By Matthew E. Fink, MD
Louis and Gertrude Feil Professor and Chair, Department of Neurology; Associate Dean for Clinical Affairs, NYP/Weill Cornell Medical College
Sarraj A, Hill MD, Hussain MS, et al; SELECT2 Collaborators. Endovascular thrombectomy treatment effect in direct vs transferred patients with large ischemic strokes: A prespecified analysis of the SELECT2 trial. JAMA Neurol 2024;81:327-335.
From the very beginning of the use of intravenous thrombolysis and then from the beginning of the use of endovascular thrombectomy (EVT), it was clear that the faster that the treatment was administered and the quicker the restoration of blood flow, the better the outcome for the patient. Recent clinical trials have investigated which patients who have large ischemic core areas would benefit from EVT. Patients have been evaluated with the use of advanced imaging that calculates diffusion and perfusion, as well as visualized ischemic changes as assessed using the Alberta Stroke Program Early CT Score (ASPECTS) on computed tomography (CT) or magnetic resonance imaging (MRI). The SELECT2 trial was structured to identify which patients with large ischemic strokes would benefit from EVT and analyzed the effect of direct arrival at a thrombectomy-capable center compared to transfer from a primary stroke center. It also was designed to assess the treatment effects for patients who presented with ASPECTS scores of 3 to 5.

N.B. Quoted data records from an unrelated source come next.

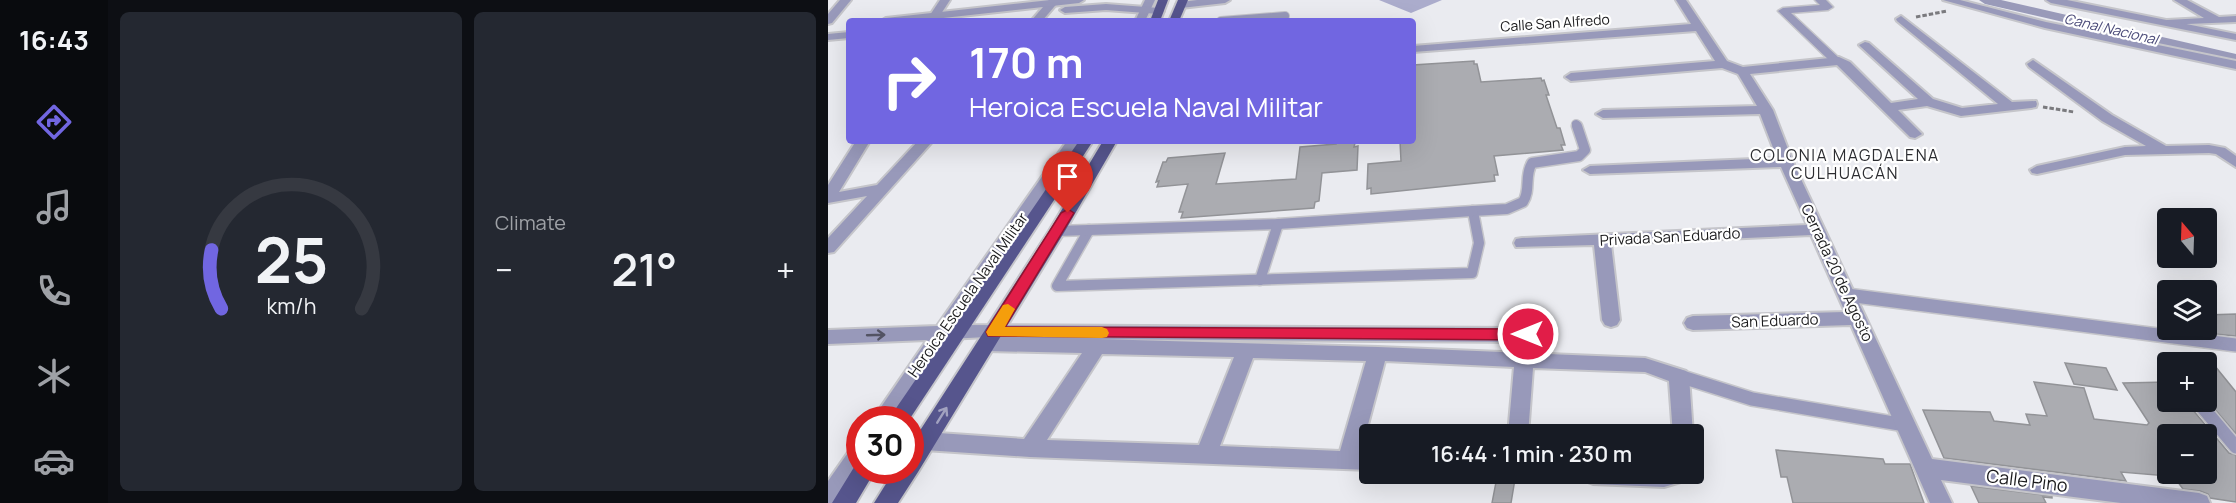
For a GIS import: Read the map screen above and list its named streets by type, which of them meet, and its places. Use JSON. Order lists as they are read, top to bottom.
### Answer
{
  "streets": {
    "main road": ["Heroica Escuela Naval Militar"],
    "street": [
      "Calle San Alfredo",
      "Privada San Eduardo",
      "Cerrada 20 de Agosto",
      "San Eduardo",
      "Calle Pino"
    ]
  },
  "crossings": [
    ["Privada San Eduardo", "Cerrada 20 de Agosto"],
    ["Cerrada 20 de Agosto", "San Eduardo"],
    ["Cerrada 20 de Agosto", "Calle Pino"]
  ],
  "districts": ["COLONIA MAGDALENA CULHUACÁN"],
  "water": ["Canal Nacional"],
  "north": "top",
  "page": {
    "tabs": "16:43",
    "tile": "Climate",
    "turn": ["170 m", "Heroica Escuela Naval Militar"],
    "map_buttons": ["+", "−"],
    "heat": ["−", "21°", "+"],
    "limit": "30",
    "trip": "16:44 · 1 min · 230 m",
    "gauge": ["25", "km/h"]
  }
}
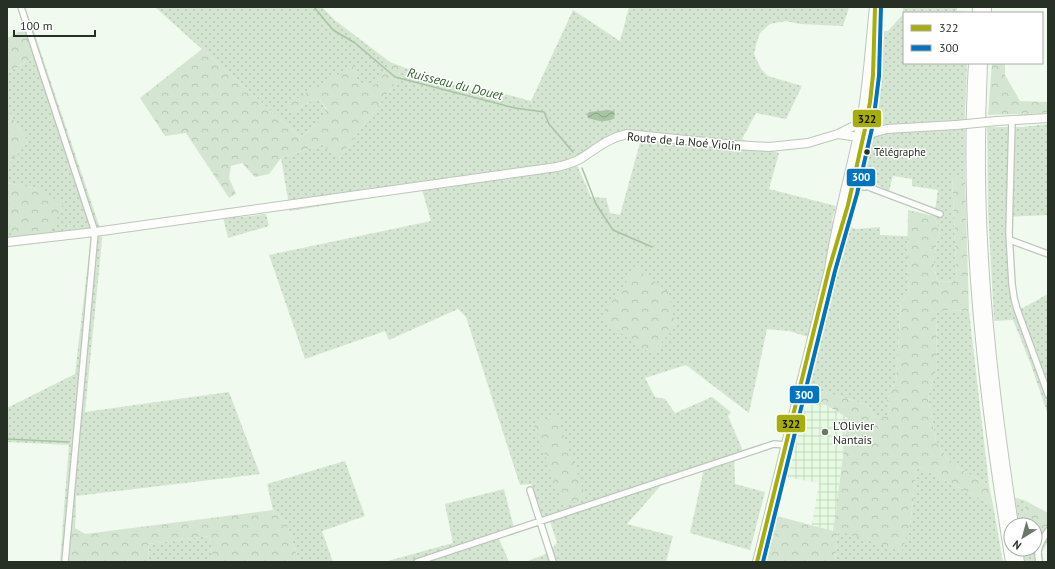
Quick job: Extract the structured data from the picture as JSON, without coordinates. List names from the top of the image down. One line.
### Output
{"streets":{"street":["Route de la Noé Violin"]},"water":["Ruisseau du Douet"],"places":["Télégraphe","L'Olivier Nantais"],"lines":["transit line 322","transit line 300"],"legend":["322","300"],"scale_bar":"100 m","north":"bottom left"}
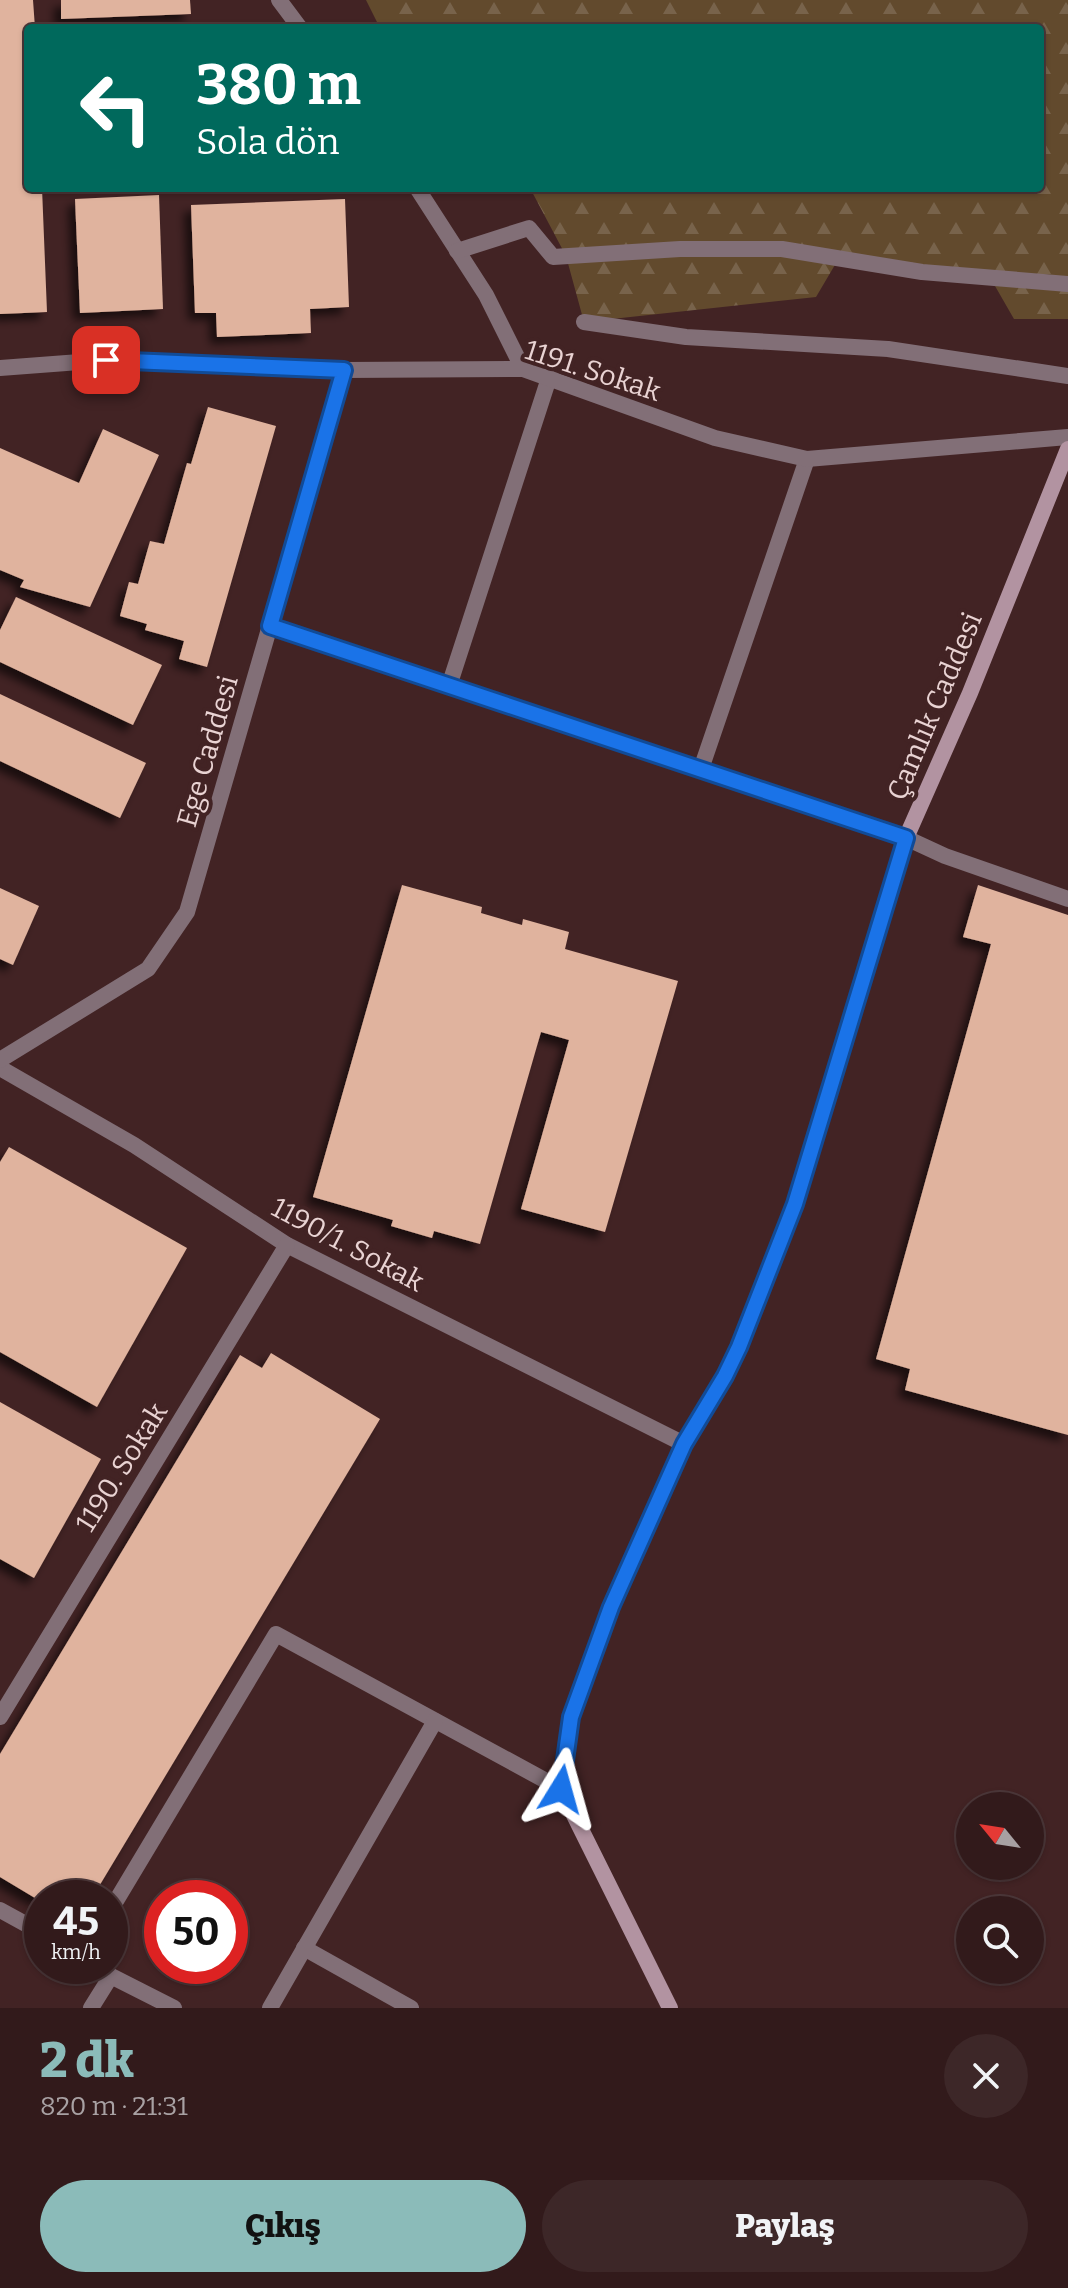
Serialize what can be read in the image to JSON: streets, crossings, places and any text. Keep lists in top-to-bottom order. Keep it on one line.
{"streets":{"main road":["Çamlık Caddesi"],"street":["1191. Sokak","Ege Caddesi","1190/1. Sokak","1190. Sokak"]},"crossings":[["1191. Sokak","Ege Caddesi"],["Çamlık Caddesi","1190/1. Sokak"],["1190/1. Sokak","1190. Sokak"]],"north":"top left","page":{"turn":["380 m","Sola dön"],"speed":"45 km/h","limit":"50","heading":["2 dk","820 m · 21:31"],"buttons":["Çıkış","Paylaş"]}}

The primary analysis for the study was comparing EVT vs. medical management in patients with large ischemic stroke in adults aged 18 to 85 years. Patients had acute ischemic stroke caused by occlusion of the internal carotid or middle cerebral artery and an ASPECTS of 3 to 5. The main outcome measure was the modified Rankin Scale score at 90 days. A total of 958 patients were screened, but only 352 were eligible for enrollment. Of those enrolled, 41.2% were female, the median age was 66.5 years, 59.9% of the patients were transfers from primary hospitals, and 40.1% of the patients presented directly to the thrombectomy-capable center.
The median transfer time between hospitals was 178 minutes (range, 136-230) and the median ASPECTS decreased from the referring hospital to an EVT-capable center from a median of 5 to 4. Thrombectomy treatment effect was observed in patients who presented directly to the EVT-capable center as well as those who were transferred. A reduction in ASPECTS during transfer was associated with a worse outcome than for patients who had a stable ASPECTS. EVT treatment effect estimates were worse in patients with transfer times of three hours or more. Both directly presenting as well as transferred patients with large ischemic strokes caused by large vessel occlusion all showed benefit from EVT, but the prolonged transfer times and the decline in the ASPECTS for some patients during transfer was associated with a worse 90-day outcome.
COMMENTARY
This study confirms the importance of speed to treatment regardless of the place of arrival for the patient. Extra effort should be made to facilitate transfer and make it as quick as possible if the patient cannot arrive directly at an EVT-capable center.